### ABOUT THIS EXERCISE
Write out exactly the line containing "Give bounding boxes" along with each line that follows it in the records below, and no others.

DATA SHOWN START

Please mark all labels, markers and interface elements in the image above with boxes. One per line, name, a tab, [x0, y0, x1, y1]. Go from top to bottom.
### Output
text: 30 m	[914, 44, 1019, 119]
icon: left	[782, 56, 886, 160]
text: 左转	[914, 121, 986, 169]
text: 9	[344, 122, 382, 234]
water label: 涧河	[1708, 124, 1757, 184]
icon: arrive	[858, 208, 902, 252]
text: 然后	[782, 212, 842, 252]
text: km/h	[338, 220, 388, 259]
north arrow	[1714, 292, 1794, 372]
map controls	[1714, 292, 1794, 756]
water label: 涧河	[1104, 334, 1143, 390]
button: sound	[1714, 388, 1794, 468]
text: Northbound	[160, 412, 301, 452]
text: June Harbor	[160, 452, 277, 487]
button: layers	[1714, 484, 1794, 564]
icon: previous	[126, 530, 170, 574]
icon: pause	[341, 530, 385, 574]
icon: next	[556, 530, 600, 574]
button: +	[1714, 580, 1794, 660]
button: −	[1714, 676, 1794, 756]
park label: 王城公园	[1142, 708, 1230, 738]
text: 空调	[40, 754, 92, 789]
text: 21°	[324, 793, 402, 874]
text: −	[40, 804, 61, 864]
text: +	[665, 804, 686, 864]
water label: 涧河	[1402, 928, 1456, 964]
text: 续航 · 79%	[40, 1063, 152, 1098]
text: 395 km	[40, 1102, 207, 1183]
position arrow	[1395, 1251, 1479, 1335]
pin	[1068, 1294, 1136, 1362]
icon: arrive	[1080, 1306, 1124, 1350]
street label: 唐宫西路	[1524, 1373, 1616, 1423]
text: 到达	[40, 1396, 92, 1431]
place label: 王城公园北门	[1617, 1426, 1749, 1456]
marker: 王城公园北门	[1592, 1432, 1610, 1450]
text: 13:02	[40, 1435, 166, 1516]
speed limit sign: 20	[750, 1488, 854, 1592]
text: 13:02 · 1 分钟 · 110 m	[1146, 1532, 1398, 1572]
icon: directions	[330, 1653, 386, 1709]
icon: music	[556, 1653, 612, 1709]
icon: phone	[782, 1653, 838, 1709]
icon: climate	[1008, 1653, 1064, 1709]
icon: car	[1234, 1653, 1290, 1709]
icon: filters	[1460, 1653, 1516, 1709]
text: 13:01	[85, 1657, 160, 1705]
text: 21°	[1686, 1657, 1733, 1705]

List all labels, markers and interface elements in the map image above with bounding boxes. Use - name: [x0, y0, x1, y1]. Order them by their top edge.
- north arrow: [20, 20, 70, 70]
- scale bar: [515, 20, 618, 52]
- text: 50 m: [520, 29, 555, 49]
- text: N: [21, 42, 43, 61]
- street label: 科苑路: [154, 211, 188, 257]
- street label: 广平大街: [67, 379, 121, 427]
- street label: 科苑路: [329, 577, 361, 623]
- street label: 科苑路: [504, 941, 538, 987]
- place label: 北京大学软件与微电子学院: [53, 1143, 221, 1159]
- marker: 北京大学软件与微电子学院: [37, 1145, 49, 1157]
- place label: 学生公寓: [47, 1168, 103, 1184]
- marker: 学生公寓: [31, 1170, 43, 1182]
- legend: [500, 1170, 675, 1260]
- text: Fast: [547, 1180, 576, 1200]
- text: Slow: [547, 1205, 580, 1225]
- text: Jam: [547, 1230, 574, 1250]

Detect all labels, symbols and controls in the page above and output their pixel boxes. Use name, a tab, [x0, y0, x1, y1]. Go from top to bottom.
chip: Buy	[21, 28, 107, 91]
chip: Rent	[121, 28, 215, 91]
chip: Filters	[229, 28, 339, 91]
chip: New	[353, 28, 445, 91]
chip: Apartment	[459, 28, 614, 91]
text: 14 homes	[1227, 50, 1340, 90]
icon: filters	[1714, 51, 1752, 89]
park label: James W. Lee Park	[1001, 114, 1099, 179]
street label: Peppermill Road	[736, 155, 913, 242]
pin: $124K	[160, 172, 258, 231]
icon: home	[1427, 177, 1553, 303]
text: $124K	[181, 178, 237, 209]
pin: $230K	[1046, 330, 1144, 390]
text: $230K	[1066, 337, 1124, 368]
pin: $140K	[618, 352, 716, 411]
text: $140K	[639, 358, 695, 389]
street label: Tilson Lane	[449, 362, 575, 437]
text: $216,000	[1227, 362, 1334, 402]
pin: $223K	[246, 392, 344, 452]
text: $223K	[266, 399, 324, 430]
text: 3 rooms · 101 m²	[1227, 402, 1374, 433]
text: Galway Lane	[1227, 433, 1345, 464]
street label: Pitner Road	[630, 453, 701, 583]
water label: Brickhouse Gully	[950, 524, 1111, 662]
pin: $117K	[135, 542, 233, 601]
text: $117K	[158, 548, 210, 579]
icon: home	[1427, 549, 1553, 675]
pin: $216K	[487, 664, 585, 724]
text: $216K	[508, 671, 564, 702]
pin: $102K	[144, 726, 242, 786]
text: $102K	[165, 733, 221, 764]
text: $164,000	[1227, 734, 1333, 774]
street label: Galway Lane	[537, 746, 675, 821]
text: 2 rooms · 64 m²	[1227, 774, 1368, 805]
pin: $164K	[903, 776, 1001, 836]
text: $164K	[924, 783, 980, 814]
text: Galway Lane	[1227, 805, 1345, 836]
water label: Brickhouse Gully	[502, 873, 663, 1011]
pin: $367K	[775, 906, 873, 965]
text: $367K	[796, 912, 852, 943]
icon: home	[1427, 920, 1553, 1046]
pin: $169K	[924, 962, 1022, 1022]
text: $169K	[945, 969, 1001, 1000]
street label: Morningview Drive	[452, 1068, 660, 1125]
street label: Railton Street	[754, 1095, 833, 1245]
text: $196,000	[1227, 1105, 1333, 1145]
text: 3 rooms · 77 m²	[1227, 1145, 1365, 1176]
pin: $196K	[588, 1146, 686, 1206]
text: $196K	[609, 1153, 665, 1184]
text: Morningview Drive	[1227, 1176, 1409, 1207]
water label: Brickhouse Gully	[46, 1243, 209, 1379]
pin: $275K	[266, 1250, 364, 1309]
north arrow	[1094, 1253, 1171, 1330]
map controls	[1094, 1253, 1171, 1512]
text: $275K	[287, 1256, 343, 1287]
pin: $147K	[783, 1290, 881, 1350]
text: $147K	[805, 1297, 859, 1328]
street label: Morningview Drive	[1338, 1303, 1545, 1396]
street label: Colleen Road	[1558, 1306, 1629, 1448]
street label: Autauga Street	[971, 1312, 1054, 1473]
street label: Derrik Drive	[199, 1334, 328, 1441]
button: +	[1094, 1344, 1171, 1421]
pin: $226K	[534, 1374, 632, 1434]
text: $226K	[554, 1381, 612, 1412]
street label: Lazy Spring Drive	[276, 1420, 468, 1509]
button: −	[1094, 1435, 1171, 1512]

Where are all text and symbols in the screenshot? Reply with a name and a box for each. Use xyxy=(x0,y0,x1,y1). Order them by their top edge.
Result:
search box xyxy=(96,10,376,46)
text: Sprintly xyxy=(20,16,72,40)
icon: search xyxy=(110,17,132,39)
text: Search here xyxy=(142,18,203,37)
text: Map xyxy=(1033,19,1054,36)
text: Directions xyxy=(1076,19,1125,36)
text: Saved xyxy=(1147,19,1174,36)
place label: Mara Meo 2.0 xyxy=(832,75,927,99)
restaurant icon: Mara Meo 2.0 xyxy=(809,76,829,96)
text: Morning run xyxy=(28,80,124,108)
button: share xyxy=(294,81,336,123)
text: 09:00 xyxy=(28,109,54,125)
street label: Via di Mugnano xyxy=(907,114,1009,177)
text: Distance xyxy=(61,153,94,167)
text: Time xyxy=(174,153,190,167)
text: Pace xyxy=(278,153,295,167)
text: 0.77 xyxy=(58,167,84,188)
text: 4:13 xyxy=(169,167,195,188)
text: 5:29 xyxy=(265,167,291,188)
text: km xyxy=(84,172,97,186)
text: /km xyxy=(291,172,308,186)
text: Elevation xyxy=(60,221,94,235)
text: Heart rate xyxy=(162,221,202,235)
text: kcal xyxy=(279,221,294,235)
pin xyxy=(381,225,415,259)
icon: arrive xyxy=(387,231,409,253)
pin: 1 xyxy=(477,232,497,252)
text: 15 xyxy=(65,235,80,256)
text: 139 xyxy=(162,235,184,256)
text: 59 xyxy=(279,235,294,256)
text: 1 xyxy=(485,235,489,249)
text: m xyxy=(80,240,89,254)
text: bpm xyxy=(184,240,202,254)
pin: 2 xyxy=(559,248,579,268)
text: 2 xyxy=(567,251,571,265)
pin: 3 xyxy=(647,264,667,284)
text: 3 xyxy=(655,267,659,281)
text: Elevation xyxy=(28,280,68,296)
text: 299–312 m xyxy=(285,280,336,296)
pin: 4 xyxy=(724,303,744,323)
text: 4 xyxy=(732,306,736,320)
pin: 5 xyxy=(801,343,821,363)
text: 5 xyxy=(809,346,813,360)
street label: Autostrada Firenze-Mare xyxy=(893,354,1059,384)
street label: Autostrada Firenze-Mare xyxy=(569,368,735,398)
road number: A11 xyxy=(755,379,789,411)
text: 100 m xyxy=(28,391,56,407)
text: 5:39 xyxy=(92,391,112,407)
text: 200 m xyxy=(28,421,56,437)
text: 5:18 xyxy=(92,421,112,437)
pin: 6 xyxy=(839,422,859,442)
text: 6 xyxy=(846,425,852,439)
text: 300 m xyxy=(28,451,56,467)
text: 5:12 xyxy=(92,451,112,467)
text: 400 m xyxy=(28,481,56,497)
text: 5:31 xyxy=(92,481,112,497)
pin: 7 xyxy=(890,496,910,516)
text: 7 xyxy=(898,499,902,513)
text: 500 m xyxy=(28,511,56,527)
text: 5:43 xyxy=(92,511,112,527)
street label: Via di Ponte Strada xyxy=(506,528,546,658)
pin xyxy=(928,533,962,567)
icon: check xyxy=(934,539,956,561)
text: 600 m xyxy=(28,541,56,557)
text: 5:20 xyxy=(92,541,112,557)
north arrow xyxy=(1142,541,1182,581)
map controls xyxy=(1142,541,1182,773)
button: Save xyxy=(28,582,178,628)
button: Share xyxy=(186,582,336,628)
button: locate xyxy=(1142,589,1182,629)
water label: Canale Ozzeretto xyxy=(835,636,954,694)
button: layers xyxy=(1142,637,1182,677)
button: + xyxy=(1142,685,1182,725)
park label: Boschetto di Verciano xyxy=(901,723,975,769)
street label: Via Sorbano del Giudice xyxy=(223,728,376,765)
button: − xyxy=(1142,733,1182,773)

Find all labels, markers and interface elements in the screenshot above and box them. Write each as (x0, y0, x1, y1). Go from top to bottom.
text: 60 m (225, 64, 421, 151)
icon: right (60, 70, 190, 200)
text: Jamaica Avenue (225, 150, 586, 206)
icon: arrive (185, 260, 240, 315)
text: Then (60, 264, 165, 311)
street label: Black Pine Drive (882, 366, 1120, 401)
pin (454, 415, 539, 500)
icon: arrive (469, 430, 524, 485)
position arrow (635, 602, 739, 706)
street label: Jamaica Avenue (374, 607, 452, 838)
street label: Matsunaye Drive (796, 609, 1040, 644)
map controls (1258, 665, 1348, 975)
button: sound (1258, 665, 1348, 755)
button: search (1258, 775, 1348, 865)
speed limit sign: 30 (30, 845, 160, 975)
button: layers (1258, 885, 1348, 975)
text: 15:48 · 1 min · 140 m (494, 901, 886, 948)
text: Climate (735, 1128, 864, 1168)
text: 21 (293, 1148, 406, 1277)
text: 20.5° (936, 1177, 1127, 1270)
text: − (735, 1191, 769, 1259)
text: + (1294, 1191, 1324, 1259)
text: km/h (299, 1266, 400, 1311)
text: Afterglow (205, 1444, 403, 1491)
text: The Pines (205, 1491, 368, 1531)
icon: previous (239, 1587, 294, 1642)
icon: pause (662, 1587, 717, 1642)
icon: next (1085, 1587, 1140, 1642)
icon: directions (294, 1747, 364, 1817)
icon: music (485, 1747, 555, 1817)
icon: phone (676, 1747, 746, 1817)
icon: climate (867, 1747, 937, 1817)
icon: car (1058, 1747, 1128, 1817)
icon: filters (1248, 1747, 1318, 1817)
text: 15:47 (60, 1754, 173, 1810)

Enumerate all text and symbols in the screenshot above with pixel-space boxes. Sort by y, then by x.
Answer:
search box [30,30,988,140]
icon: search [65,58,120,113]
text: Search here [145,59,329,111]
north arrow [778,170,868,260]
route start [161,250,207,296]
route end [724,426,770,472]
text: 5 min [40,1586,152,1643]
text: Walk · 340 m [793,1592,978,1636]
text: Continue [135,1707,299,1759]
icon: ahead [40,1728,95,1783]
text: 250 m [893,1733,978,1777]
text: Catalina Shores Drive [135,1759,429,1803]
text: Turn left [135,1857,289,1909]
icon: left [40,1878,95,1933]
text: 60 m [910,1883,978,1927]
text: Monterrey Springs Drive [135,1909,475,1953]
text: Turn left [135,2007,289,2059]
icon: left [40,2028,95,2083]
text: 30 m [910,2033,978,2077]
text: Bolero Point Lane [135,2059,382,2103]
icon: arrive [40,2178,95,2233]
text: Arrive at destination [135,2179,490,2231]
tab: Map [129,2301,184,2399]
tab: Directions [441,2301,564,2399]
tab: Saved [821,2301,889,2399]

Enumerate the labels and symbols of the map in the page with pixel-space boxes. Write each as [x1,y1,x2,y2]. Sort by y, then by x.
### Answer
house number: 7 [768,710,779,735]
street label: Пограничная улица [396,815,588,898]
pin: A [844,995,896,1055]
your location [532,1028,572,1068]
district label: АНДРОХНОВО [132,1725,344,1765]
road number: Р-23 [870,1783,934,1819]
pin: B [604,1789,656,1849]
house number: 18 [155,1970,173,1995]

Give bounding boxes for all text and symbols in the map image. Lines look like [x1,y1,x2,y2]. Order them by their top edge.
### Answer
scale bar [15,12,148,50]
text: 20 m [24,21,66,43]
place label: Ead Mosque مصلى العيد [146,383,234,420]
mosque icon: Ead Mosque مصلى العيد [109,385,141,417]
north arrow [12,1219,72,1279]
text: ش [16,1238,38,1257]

DATA SHOWN END

### ANSWER FOR THE TASK
Give bounding boxes for all text and symbols in the map image. Lines look like [x1,y1,x2,y2]. Order them by their top edge.
### Answer
scale bar [15,12,148,50]
text: 20 m [24,21,66,43]
place label: Ead Mosque مصلى العيد [146,383,234,420]
mosque icon: Ead Mosque مصلى العيد [109,385,141,417]
north arrow [12,1219,72,1279]
text: ش [16,1238,38,1257]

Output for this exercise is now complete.